Probability density function (PDF) gives the likelihood of an outcome in a given sample space and provides an acceptable difference between both kinematic and static patterns. A goodness of fit test is defined for the PDF approximation followed by polynomial degree selection and a real valued interval is defined as $\left[x,y\right]$ (Munkhammar, Mattsson & Ryden, 2017). Equation (2) shows the PDF defined as $M^{th}$ order polynomial $P$ on the interval $\left[x,y\right]$:

(2) $$P\left(M,a\right)=w_0+w_{1}a+w_2{a}^2+\dots +w_M{a}^M$$where $w_m$ is the unknown weight for each $m\in [0,\dots ,M]$. Figure 3 represents polynomial density function comparison for kinematic and static patterns.

Features extraction

After the patterns decision for kinematic and static, the PHM model suggest to extract features for both pattern types separately. Due to the kinematic patterns being more complex and variable in nature, dynamic time warping (DTW) and Gaussian Markov random field (GMRF) are selected for the features extraction from kinematic signals. Whereas, multisynchrosqueezing transform (MSST) and hidden Markov random field (HMRF) are applied over the static signals for features extraction as they tend to have pause and delays in them.
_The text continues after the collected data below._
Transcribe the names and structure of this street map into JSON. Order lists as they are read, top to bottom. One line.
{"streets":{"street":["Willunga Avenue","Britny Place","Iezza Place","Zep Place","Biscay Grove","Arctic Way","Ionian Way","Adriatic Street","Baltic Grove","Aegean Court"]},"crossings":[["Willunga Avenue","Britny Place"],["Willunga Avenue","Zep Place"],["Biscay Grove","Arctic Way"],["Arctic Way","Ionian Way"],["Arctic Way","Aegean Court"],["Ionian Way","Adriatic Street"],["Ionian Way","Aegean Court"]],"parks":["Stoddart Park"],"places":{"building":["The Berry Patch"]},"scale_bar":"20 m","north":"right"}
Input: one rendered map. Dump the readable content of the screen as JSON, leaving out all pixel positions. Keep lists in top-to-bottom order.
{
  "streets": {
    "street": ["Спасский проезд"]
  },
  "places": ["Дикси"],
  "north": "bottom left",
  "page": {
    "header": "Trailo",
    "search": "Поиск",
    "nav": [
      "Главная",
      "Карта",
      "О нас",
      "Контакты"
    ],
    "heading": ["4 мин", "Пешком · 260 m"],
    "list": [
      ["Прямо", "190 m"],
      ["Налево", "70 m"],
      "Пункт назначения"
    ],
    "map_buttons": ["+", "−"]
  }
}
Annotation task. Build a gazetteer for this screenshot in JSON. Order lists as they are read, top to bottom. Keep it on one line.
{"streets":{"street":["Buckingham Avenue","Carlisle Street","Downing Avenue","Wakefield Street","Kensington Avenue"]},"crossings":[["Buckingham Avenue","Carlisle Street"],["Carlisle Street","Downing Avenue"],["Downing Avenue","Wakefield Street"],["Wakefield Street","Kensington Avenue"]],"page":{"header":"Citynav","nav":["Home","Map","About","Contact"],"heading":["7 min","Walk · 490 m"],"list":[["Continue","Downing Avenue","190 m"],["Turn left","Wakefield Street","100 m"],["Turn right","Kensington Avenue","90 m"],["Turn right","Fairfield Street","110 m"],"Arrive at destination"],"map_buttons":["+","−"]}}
Dynamic time warping for kinematic patterns

For kinematic features extraction, DTW is used as one of the techniques. This technique is not limited in its application and has been used in multiple areas like speech (Amin & Mahmood, 2008), biology (Petitjean et al., 2014), economics (Franses & Wiemann, 2020) etc. It is used for the time-based comparison between two signals even if the signals are stretched or shifted in time (Laperre, Amaya & Lapenta, 2020). Therefore, DTW provides good results for IMU signals. If we take two time windows $P$ and $R$, then we can represent them as shown in Eqs. (3) and (4):

(3) $$P=\left[p_1,p_2,\dots ,p_i,\dots ,p_m\right]$$

(4) $$R=\left[r_1,r_2,\dots ,r_j,\dots ,r_n\right]$$

DTW firstly calculates the distance between $P$ and $R$ using Euclidean distance formula as in Eq. (5). Then, it searches for the warping path $PT$ as shown in Eq. (6):

(5) $$d\left(p,r\right)=\sqrt{{\left(p-r\right)}^2}$$

(6) $$PT=[p{t}_1,p{t}_2,\dots ,p{t}_k]\mathrm{w}\mathrm{i}\mathrm{t}\mathrm{h}max\left(m,n\right)\le k<m+n-1$$where each $p{t}_k$ represents the grid made using $p_m$ and $r_n$. Equation (7) shows the formula to calculate DTW as the cost function. Figure 4 displays the DTW calculated for two types of kinematic patterned window signals including motion and physiological.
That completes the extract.